Radiation, which applies high-dose energy such as X-rays directly on small areas of the body, is used to destroy many forms of cancer cells. In liver cancer, radiation is particularly challenging because it may be more damaging to healthy liver tissue than to cancerous cells. For this reason, standard radiation is seldom used in treating patients with liver cancer unless it involves one of the newer techniques such as radiofrequency ablation and stereotactic radiation, described below.
The following treatments target only the liver tumor, not the entire organ:
- Chemoembolization, also called hepatic artery chemoembolization, is a promising new procedure that involves injecting high doses of chemotherapy directly into the blood vessels that feed the malignancy. Also injected are special oils and proteins that form a dam, which closes off blood vessels and isolates the tumor. Chemoembolization attacks liver cancer two ways: it destroys the existing tumor, and then chokes off its blood supply, preventing further growth. Please refer to our chemoembolization brochure [link to PDF] to learn more.
- Cryoablation is another form of liver-directed therapy that uses liquid nitrogen to isolate and kill the cancer. Specialists inject super-cold nitrogen right inside the tumor, freezing and ultimately destroying the cancer cells. An alternative form of this treatment is ethanol ablation, where liquid alcohol is injected directly into the tumor.
- Radiofrequency ablation [RFA] uses heat energy in the form of radio waves to kill the liver tumor. Using ultrasound or CT scan equipment as a guide, the physician inserts a metal probe into the tumor. Radio waves emitted at the tip of the probe deliver thermal energy right to the center of the tumor. This heat energy destroys the surrounding tissue, killing the tumor.
- Advanced stereotactic radiation uses specialized equipment called the Trilogy System, physicians are able to target the tumor site with high-dose beams of precisely focused external radiation, achieving a much greater degree of accuracy than with traditional radiation techniques. Lahey was one of the first hospitals in New England to offer this advanced technology.
Researchers are constantly exploring new approaches to improve treatment of liver cancer. On the horizon for patients with liver cancer are several emerging therapies:
- Biological therapy, or biological response modifier therapy, is used to “switch on” certain bodily substances that can restore or mobilize the patient’s own natural defenses against cancer.
- Lahey physicians have joined researchers in Israel in studying MRI-guided, focused ultrasound, a bloodless technique that destroys tumors affecting the liver and other organs.

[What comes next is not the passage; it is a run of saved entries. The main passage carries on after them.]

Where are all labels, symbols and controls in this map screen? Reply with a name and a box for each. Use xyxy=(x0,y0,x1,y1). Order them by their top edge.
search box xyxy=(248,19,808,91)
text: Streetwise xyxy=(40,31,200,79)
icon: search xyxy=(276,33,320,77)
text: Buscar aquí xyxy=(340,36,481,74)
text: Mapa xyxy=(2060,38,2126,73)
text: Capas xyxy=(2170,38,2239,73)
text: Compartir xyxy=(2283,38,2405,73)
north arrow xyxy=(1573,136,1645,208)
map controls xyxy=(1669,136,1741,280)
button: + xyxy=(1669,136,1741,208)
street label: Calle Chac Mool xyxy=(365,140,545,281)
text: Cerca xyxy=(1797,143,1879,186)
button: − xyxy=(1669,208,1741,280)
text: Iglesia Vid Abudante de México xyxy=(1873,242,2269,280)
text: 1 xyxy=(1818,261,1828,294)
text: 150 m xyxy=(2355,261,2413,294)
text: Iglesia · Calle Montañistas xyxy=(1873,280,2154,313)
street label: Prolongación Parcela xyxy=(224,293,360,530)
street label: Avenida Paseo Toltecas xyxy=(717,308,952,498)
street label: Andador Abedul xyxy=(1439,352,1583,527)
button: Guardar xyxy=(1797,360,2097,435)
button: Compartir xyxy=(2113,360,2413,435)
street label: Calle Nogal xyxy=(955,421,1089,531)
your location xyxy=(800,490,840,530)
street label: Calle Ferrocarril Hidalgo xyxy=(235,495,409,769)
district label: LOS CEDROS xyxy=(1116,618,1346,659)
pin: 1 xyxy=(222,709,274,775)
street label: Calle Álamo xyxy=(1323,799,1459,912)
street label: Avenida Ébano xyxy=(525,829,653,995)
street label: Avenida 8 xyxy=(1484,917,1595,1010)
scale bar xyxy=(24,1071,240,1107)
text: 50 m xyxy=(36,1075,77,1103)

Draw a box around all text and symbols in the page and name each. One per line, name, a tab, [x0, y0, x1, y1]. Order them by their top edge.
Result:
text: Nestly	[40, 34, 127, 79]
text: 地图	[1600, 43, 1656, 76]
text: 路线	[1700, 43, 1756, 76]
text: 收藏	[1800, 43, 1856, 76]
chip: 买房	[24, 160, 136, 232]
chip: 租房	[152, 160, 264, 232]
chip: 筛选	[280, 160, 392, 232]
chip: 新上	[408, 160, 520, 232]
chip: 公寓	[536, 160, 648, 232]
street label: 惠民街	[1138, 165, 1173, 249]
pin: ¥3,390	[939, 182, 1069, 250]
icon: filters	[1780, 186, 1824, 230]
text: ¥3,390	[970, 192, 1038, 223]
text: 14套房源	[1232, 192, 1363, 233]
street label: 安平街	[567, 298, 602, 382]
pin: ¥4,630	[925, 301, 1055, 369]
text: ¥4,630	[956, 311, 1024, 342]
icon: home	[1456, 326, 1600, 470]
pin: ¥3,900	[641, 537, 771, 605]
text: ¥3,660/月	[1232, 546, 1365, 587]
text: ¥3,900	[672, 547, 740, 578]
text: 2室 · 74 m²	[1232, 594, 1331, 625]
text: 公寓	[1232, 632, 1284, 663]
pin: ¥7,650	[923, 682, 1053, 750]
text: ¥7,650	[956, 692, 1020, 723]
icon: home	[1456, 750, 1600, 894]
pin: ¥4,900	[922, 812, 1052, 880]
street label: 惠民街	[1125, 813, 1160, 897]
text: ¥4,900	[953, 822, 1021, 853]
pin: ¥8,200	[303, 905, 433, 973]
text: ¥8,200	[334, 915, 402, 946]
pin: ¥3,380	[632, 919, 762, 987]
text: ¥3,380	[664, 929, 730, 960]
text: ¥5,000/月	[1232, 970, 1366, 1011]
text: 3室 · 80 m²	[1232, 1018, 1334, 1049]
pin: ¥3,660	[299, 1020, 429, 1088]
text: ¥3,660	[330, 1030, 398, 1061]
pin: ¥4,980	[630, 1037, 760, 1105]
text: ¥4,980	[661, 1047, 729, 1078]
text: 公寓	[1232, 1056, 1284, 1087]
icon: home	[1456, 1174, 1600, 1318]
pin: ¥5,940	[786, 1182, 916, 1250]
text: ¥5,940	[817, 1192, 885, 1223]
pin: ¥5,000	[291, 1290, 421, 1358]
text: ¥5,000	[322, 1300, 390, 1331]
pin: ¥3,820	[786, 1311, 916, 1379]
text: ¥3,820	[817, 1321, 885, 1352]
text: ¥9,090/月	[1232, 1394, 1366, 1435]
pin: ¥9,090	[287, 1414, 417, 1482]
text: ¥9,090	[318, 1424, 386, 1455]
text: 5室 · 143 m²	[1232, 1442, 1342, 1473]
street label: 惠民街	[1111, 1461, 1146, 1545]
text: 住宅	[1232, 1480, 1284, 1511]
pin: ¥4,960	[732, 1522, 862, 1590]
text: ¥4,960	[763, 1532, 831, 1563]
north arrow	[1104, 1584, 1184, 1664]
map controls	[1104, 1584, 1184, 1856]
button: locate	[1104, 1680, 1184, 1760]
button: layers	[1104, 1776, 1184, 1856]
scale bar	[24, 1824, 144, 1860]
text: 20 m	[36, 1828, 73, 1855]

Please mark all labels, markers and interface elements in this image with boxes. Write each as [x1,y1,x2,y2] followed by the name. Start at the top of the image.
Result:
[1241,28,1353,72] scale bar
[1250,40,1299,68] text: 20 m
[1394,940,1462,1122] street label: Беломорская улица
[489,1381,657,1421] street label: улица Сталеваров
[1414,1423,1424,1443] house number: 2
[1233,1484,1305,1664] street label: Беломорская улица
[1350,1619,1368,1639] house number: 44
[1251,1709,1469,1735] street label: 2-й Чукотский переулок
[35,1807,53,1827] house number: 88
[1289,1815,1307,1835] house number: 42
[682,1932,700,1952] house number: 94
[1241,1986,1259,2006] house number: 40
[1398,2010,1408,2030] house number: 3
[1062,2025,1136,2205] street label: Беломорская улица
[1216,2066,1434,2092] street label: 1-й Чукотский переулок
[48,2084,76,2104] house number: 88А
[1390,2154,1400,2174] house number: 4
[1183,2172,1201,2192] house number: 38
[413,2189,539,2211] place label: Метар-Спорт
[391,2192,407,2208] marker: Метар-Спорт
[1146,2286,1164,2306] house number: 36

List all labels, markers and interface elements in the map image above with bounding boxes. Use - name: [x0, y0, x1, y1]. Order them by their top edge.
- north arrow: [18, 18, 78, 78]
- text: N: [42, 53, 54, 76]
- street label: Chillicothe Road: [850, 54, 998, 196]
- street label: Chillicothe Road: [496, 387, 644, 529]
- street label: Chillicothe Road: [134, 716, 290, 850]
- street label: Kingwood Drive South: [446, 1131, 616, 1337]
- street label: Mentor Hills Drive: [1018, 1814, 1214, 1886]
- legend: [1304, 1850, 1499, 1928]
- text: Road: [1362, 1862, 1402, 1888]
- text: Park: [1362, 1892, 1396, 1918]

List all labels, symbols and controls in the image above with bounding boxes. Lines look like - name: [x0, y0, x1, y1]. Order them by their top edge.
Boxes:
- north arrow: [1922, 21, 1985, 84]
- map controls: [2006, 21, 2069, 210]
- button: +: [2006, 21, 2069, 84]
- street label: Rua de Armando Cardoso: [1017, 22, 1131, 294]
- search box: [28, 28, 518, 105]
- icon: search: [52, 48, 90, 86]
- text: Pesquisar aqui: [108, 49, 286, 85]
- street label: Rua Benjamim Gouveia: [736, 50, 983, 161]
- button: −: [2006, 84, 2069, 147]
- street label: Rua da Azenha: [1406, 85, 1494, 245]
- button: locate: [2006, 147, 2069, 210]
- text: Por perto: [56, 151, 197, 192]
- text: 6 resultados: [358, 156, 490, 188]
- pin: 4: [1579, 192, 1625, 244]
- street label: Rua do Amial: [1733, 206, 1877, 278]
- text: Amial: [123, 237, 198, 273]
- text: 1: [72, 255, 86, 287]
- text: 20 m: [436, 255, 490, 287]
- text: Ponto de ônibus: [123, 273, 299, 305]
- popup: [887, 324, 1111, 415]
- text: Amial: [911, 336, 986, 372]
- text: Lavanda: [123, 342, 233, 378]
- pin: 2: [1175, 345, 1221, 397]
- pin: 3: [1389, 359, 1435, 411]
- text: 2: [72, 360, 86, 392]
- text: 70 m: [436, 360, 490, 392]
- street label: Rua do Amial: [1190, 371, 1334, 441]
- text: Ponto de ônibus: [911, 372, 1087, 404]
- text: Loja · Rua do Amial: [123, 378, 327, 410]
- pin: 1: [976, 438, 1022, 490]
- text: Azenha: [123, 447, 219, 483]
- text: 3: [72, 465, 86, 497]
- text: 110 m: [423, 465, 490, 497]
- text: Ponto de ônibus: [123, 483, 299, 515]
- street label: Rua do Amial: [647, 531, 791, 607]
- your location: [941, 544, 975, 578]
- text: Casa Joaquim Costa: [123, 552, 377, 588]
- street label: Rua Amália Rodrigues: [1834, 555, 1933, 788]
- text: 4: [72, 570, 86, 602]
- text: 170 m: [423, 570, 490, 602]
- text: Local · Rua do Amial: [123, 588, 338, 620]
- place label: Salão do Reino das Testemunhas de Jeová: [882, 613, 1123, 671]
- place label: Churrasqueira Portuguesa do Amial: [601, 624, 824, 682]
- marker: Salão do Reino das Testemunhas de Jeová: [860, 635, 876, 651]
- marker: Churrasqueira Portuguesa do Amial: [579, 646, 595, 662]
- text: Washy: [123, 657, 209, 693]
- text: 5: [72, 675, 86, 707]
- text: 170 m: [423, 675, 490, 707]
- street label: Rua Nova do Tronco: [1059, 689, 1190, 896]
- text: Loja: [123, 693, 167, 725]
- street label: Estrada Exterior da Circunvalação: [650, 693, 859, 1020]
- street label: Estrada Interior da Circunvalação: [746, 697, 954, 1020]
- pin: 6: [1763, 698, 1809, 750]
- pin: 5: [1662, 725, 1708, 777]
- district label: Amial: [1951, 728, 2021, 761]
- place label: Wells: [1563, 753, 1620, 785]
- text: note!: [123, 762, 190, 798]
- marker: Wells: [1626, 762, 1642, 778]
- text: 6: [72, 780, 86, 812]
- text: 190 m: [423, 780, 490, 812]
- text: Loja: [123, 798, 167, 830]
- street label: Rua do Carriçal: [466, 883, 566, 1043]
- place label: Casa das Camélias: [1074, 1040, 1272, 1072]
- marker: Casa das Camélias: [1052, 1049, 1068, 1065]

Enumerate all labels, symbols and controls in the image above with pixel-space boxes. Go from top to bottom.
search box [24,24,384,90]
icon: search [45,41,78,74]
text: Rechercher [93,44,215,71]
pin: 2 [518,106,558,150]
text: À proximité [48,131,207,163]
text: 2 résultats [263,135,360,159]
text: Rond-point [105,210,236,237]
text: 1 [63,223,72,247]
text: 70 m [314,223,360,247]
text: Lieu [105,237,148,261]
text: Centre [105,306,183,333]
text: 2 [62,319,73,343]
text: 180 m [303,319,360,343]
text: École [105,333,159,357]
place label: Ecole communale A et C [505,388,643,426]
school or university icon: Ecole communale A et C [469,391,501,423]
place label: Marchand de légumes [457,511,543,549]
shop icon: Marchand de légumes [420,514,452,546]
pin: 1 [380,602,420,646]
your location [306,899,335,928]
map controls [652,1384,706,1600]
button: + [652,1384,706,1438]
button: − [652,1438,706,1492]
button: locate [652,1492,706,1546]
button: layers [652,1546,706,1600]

The entire procedure, which uses an FDA-approved device already in use at Lahey to treat uterine fibroids, is performed without cutting or puncturing the skin. Physicians use MRI as a visual guide to help them target the tumor and aim a highly focused ultrasound beam at the liver tumor under, or between, the ribs.
Benign and malignant tumors or neoplastic disease have traditionally been approached systemically with chemotherapy or radiotherapy, or locally with surgery. Recent advancements in minimally invasive therapies now permit the use of techniques to heat tumors to the point of cell death. This form of killing tumors is called thermal ablation. We currently perform thermal ablation using radio frequency and with magnetic resonance-guided high-intensity focused ultrasound.
Radiofrequency ablation (RFA) has emerged as a safe, easy and predictable technology for thermal ablation in bone, lung, liver, kidney, prostate, lymph nodes and other soft tissues. It has also been used to treat uterine fibroids, breast tumors and bony metastases. RFA is also being used to treat pain due to soft tissue neoplasms. This technique relies on needles that are used as electrodes and placed with imaging guidance provided by CT, ultrasound or MRI.